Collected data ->

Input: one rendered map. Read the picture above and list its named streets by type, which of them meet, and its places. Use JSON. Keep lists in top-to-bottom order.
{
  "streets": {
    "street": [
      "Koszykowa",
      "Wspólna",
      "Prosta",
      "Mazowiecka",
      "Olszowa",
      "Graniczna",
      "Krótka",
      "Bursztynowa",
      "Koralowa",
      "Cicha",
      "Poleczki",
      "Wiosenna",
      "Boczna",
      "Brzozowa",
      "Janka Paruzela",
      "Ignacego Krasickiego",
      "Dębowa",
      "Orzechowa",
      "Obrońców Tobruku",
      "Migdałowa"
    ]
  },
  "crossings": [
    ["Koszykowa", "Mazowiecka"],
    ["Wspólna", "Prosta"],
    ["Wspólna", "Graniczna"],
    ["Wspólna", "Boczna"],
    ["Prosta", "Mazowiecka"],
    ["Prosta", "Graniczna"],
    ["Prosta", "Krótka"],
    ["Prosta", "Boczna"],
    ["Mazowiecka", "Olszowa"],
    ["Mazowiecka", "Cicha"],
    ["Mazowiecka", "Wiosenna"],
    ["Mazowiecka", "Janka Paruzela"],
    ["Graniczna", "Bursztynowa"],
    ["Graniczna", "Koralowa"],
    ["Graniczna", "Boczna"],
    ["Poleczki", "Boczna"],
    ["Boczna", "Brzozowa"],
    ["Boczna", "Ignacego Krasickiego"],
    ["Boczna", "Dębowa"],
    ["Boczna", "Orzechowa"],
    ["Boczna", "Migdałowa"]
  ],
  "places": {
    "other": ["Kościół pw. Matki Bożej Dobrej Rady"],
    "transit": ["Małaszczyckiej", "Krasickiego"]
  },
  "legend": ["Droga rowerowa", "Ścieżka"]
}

ASSIGNMENT -> Retype the records above exactly as they appear.

SOLUTION BELOW ->
Input: one rendered map. Read the picture above and list its named streets by type, which of them meet, and its places. Use JSON. Keep lists in top-to-bottom order.
{
  "streets": {
    "street": [
      "Koszykowa",
      "Wspólna",
      "Prosta",
      "Mazowiecka",
      "Olszowa",
      "Graniczna",
      "Krótka",
      "Bursztynowa",
      "Koralowa",
      "Cicha",
      "Poleczki",
      "Wiosenna",
      "Boczna",
      "Brzozowa",
      "Janka Paruzela",
      "Ignacego Krasickiego",
      "Dębowa",
      "Orzechowa",
      "Obrońców Tobruku",
      "Migdałowa"
    ]
  },
  "crossings": [
    ["Koszykowa", "Mazowiecka"],
    ["Wspólna", "Prosta"],
    ["Wspólna", "Graniczna"],
    ["Wspólna", "Boczna"],
    ["Prosta", "Mazowiecka"],
    ["Prosta", "Graniczna"],
    ["Prosta", "Krótka"],
    ["Prosta", "Boczna"],
    ["Mazowiecka", "Olszowa"],
    ["Mazowiecka", "Cicha"],
    ["Mazowiecka", "Wiosenna"],
    ["Mazowiecka", "Janka Paruzela"],
    ["Graniczna", "Bursztynowa"],
    ["Graniczna", "Koralowa"],
    ["Graniczna", "Boczna"],
    ["Poleczki", "Boczna"],
    ["Boczna", "Brzozowa"],
    ["Boczna", "Ignacego Krasickiego"],
    ["Boczna", "Dębowa"],
    ["Boczna", "Orzechowa"],
    ["Boczna", "Migdałowa"]
  ],
  "places": {
    "other": ["Kościół pw. Matki Bożej Dobrej Rady"],
    "transit": ["Małaszczyckiej", "Krasickiego"]
  },
  "legend": ["Droga rowerowa", "Ścieżka"]
}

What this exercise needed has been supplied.